Despite a slight decrease in revenue growth by approximately 3.36%, Conduent showcased a remarkable surge in gross profit growth, which skyrocketed by over 522%. This significant increase indicates a substantial improvement in the company's cost management and operational efficiency, allowing it to generate higher profits from its revenues. Additionally, the net income growth of 15.5% and a positive operating income growth of 3.81% reflect Conduent's ability to enhance its profitability and operational performance, despite the revenue dip.

However, the financials also reveal areas of concern that Conduent must address. The decline in asset growth by about 3.29% suggests a contraction in the company's total assets, which could impact its capacity for future investments and growth. More alarming is the drastic fall in free cash flow growth by approximately 139.78% and operating cash flow growth by around 130.33%, indicating significant challenges in cash generation and operational cash management. The complete erosion of book value per share growth, decreasing by 100%, raises questions about the company's valuation and equity health. Furthermore, while the reduction in debt growth by approximately 13.97% is a positive sign of debt management, it also reflects the broader financial adjustments Conduent is making in response to its cash flow challenges.

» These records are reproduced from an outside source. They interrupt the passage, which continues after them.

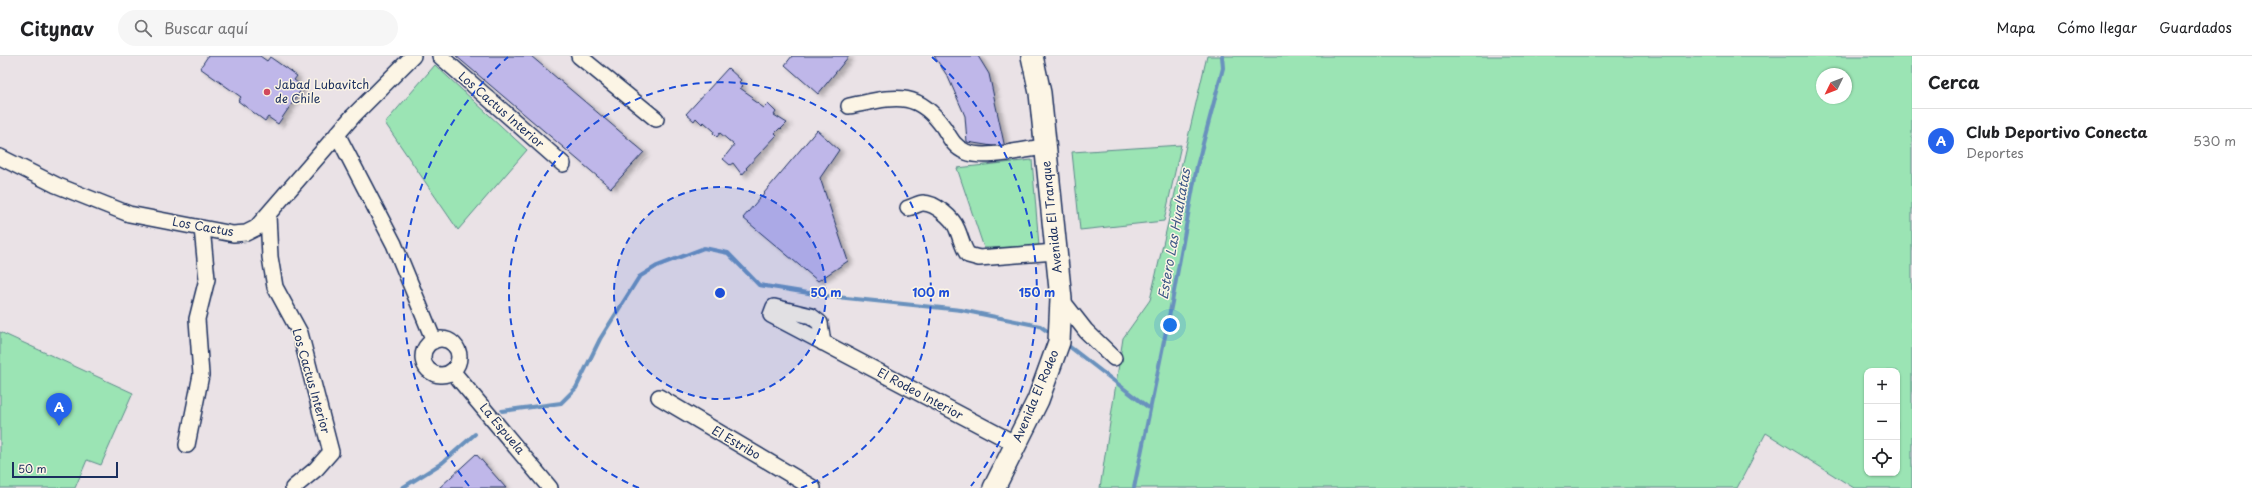 <!DOCTYPE html>
<html lang="es">
<meta charset="utf-8">
<style>
body{margin:0;font-family:"Playpen Sans",sans-serif;background:#f6f6f6;color:#202124}
.controls{position:absolute;right:12px;bottom:12px;display:grid;overflow:hidden;border-radius:8px;box-shadow:0 1px 3px #0004}
.controls button{width:36px;height:36px;display:grid;place-items:center;padding:0;border:0;border-bottom:1px solid #e0e0e0;background:#fff;color:#202124;font:20px sans-serif}
.compass{position:absolute;left:1816px;top:12px;width:36px;height:36px;border-radius:50%;background:#fff;box-shadow:0 1px 3px #0004;rotate:227deg}
.scale{position:absolute;left:12px;bottom:10px;width:106px;box-sizing:border-box;padding-left:4px;border:2px solid #1b2f5e;border-top:0;font-size:11px;line-height:14px;white-space:nowrap;color:#1b2f5e;-webkit-text-stroke:3px #fcf5e5;paint-order:stroke}
.you{position:absolute;left:1170px;top:269px;width:14px;height:14px;margin:-10px;border:3px solid #fff;border-radius:50%;background:#1a73e8;box-shadow:0 0 0 6px #1a73e833}
.badge{display:grid;place-items:center;width:26px;height:26px;border-radius:50%;background:#2563eb;color:#fff;font-size:13px;font-weight:700}
.pin{position:absolute;translate:-50% -33px;filter:drop-shadow(0 1px 2px #0008)}
.pin::after{content:'';position:absolute;top:21px;width:14px;height:12px;background:inherit;clip-path:polygon(0 0,100% 0,50% 100%)}
.list{margin:0;padding:0;list-style:none}
h2{display:flex;justify-content:space-between;align-items:center;height:52px;margin:0;padding:0 16px;font-size:17px}
h2 small{font-size:13px;font-weight:400;color:#757577}
.list li{display:grid;grid-template-columns:26px 1fr auto;gap:12px;align-items:center;box-sizing:border-box;height:64px;padding:0 16px;border-top:1px solid #e0e0e0}
.list b{display:block;font-size:15px;white-space:nowrap}
.list p{margin:0;font-size:13px;white-space:nowrap;color:#757577}
.list em{font-size:13px;font-style:normal;color:#757577}
.icon{flex:none;width:22px;height:22px;fill:none;stroke:currentColor;stroke-width:2;stroke-linecap:round;stroke-linejoin:round}
.map{position:relative;flex:none;width:1912px;height:432px;overflow:hidden}
header{display:flex;align-items:center;gap:24px;box-sizing:border-box;height:56px;padding:0 20px;background:#fff;border-bottom:1px solid #e0e0e0}
header strong{font-size:19px}
nav{display:flex;gap:22px;margin-inline-start:auto;font-size:14px}
.search{width:280px;height:36px;background:#f6f6f6;display:flex;align-items:center;gap:10px;box-sizing:border-box;padding:0 14px;border-radius:22px;color:#757577;font-size:15px}
main{display:flex}
aside{flex:1;background:#fff}
.map>svg:first-child{display:block}
.green{fill:#9be4b4;stroke:#5b8a89;fill-rule:evenodd}
.lines{fill:none;stroke-linecap:round;stroke-linejoin:round}
.stream{stroke:#6991bd;stroke-width:4}
.building{fill:#bfb7e9;stroke:#1b2f5e;filter:url(#shadow)}
.street-casing{stroke:#1b2f5e;stroke-width:18}
.secondary-casing{stroke:#1b2f5e;stroke-width:24}
.street{stroke:#fcf5e5;stroke-width:15}
.secondary{stroke:#fcf5e5;stroke-width:21}
.ring{fill:none;stroke:#1d4ed8;stroke-width:2;stroke-dasharray:7 5}
.poi-dot{fill:#d1495b;stroke:#fcf5e5;stroke-width:1.5}
.labels{text-anchor:middle;stroke-width:3;stroke-linejoin:round;paint-order:stroke}
.poi-label{font-size:12px;fill:#1b2f5e;stroke:#fcf5e5;text-anchor:start}
.street-label{font-size:12px;fill:#1b2f5e;stroke:#fcf5e5}
.water-label{font-size:13px;font-style:italic;fill:#3c5886;stroke:#fcf5e5}
.centre{fill:#1d4ed8;stroke:#fcf5e5;stroke-width:2}
.ring-label{font-size:12px;text-anchor:middle;font-weight:bold;fill:#1d4ed8;stroke:#fcf5e5;stroke-width:3;stroke-linejoin:round;paint-order:stroke}
</style>
<header>
<strong>Citynav</strong>
<div class="search"><svg class="icon" aria-label="search" viewBox="0 0 24 24"><circle cx="10" cy="10" r="6"/><path d="M15 15l6 6"/></svg>Buscar aquí</div>
<nav><a>Mapa</a><a>Cómo llegar</a><a>Guardados</a></nav>
</header>
<main>
<div class="map">
<svg width="1912" height="432" viewBox="0 0 1912 432">
<defs>
<filter id="shadow"><feDropShadow dx="4.5" dy="2.5" stdDeviation="2" flood-color="#0004"/></filter>
</defs>
<rect width="100%" height="100%" fill="#eae2e6"/>
<filter id="ink" filterUnits="userSpaceOnUse"><feTurbulence type="fractalNoise" baseFrequency=".025" numOctaves="2"/><feDisplacementMap in="SourceGraphic" scale="8" xChannelSelector="R" yChannelSelector="G"/><feConvolveMatrix kernelMatrix="1 2 1 2 8 2 1 2 1" color-interpolation-filters="sRGB"/></filter>
<g filter="url(#ink)">
<path class="green" d="M1207,0H1912V432H1854L1766,377L1737,432H1100L1123,282L1150,244ZM1822,18H1846V42H1822ZM1867,315H1897V417H1867Z
M435,9L527,94L458,174L385,67Z
M1181,89L1164,165L1080,174L1072,96Z
M1032,104L1039,190L984,192L957,112Z
M0,276L133,337L101,409L87,404L75,432H0Z"/>
<g class="lines">
<path class="stream" d="M1070,291L1149,352
M502,355L561,347L576,332L600,283L639,221L657,210L704,192L728,197L759,229L827,240L961,254L1040,270L1047,275
M402,432L442,407L475,378
M1134,432L1172,246L1197,110L1223,12L1222,0"/>
</g>
<path class="building" d="M208,0H260L267,5L270,1L297,20L294,24L303,31L278,68L268,61L265,65L238,45L241,41L200,12Z
M456,0H531L644,96L611,132Z
M792,0H849L818,38L785,9Z
M934,0H978L989,18L1005,92L967,86L965,60L948,21Z
M728,12L741,24L739,26L743,30L740,32L753,41L751,43L764,52L768,48L776,56L774,59L787,67L781,73L780,72L775,77L777,79L746,112L747,113L742,119L733,107L730,109L723,103L734,89L720,77L717,81L713,77L714,75L704,66L702,68L696,62L694,65L686,58Z
M817,74L839,94L820,122L848,205L818,225L743,162Z
M476,398L506,432H439Z"/>
<g class="lines">
<g class="street-casing">
<path id="street" d="M440,0L563,108
M579,0L656,63
M849,50C891,42 916,31 944,72C950,82 954,91 966,96C985,104 1024,93 1045,91
M337,78L394,188L434,285
M0,101L56,129L129,158L233,178L246,177L256,172L353,60L413,0
M908,152C913,151 919,147 923,147C935,147 953,162 957,173C961,182 962,190 968,199L979,202L1055,196
M268,159L270,201L275,231L300,277L331,396L316,413L293,432
M1061,243L1086,275L1114,302
M423 301a18 18 0 1 1 36 0a18 18 0 1 1-36 0Z
M823,287L820,267L811,260L774,251L771,259L1016,388
M453,316L550,432
M659,341L813,432
M187,389L201,319L197,263L207,223L202,172"/>
</g>
<g class="secondary-casing">
<path id="secondary" d="M994,432L1038,344L1059,286L1061,243L1040,37L1032,0"/>
</g>
<use href="#street" class="street"/>
<use href="#secondary" class="secondary"/>
</g>
</g>
<circle cx="720" cy="237" r="106" fill="#1d4ed8" fill-opacity=".12"/>
<g class="ring">
<circle cx="720" cy="237" r="106"/>
<path d="M639 432A211 211 0 1 1 801 432"/>
<path d="M469 430A317 317 0 0 1 508 1M932 1A317 317 0 0 1 971 430"/>
</g>
<circle class="poi-dot" cx="267" cy="36" r="4"/>
<g class="labels">
<g class="poi-label">
<text x="275" y="33">Jabad Lubavitch<tspan x="275" dy="14">de Chile</tspan></text>
</g>
<g class="street-label">
<text transform="translate(501 54) rotate(41)" y="4">Los Cactus Interior</text>
<text transform="translate(1052 161) rotate(-96)" y="4">Avenida El Tranque</text>
<text transform="translate(203 171) rotate(10)" y="4">Los Cactus</text>
<text transform="translate(311 325) rotate(74)" y="4">Los Cactus Interior</text>
<text transform="translate(920 338) rotate(28)" y="4">El Rodeo Interior</text>
<text transform="translate(1036 340) rotate(-67)" y="4">Avenida El Rodeo</text>
<text transform="translate(502 373) rotate(50)" y="4">La Espuela</text>
<text transform="translate(736 387) rotate(30)" y="4">El Estribo</text>
</g>
<g class="water-label">
<text transform="translate(1174 178) rotate(-80)" y="5">Estero Las Hualtatas</text>
</g>
</g>
<circle cx="720" cy="237" r="6" class="centre"/>
<g class="ring-label">
<text x="826" y="241">50 m</text>
<text x="931" y="241">100 m</text>
<text x="1037" y="241">150 m</text>
</g>
</svg>
<div class="controls">
<button>+</button>
<button>−</button>
<button><svg class="icon" aria-label="locate" viewBox="0 0 24 24"><circle cx="12" cy="12" r="6"/><path d="M12 2v4M12 18v4M2 12h4M18 12h4"/></svg></button>
</div>
<svg class="compass" viewBox="-18 -18 36 36"><path d="M0-13l5 13h-10z" fill="#e53935"/><path d="M0 13l5-13h-10z" fill="#757577"/></svg>
<div class="scale">50 m</div>
<div class="you"></div>
<div class="pin badge" style="left:59px;top:370px">A</div>
</div>
<aside>
<h2>Cerca<small></small></h2>
<ul class="list">
<li><span class="badge">A</span><div><b>Club Deportivo Conecta</b><p>Deportes</p></div><em>530 m</em></li>
</ul>
</aside>
</main>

Conduent's strategic moves, including the sale of its Curbside Management and Public Safety businesses and the ongoing BenefitWallet transaction, are pivotal to its portfolio rationalization efforts aimed at fostering future growth. The initial receipt of $164 million from the BenefitWallet portfolio transfer and the prepayment of $259 million of its Term Loan B underscore Conduent's proactive financial management. These transactions not only contribute to the company's pre-tax income improvement but also enhance its liquidity position, which is nearing $1 billion. This strong liquidity, coupled with the repurchase of approximately 4.8 million shares in the first quarter, signals Conduent's confidence in its financial stability and commitment to shareholder value.

In conclusion, Conduent's Q1 2024 financial performance paints a picture of a company navigating through both successes and challenges. While the impressive growth in gross profit and net income highlights its operational strengths, the declines in asset and cash flow growth, along with the complete drop in book value per share, underscore areas that require strategic attention. Through its portfolio rationalization and strategic partnerships, Conduent aims to leverage its strong client base and technological collaborations to drive future growth, despite the current financial headwinds.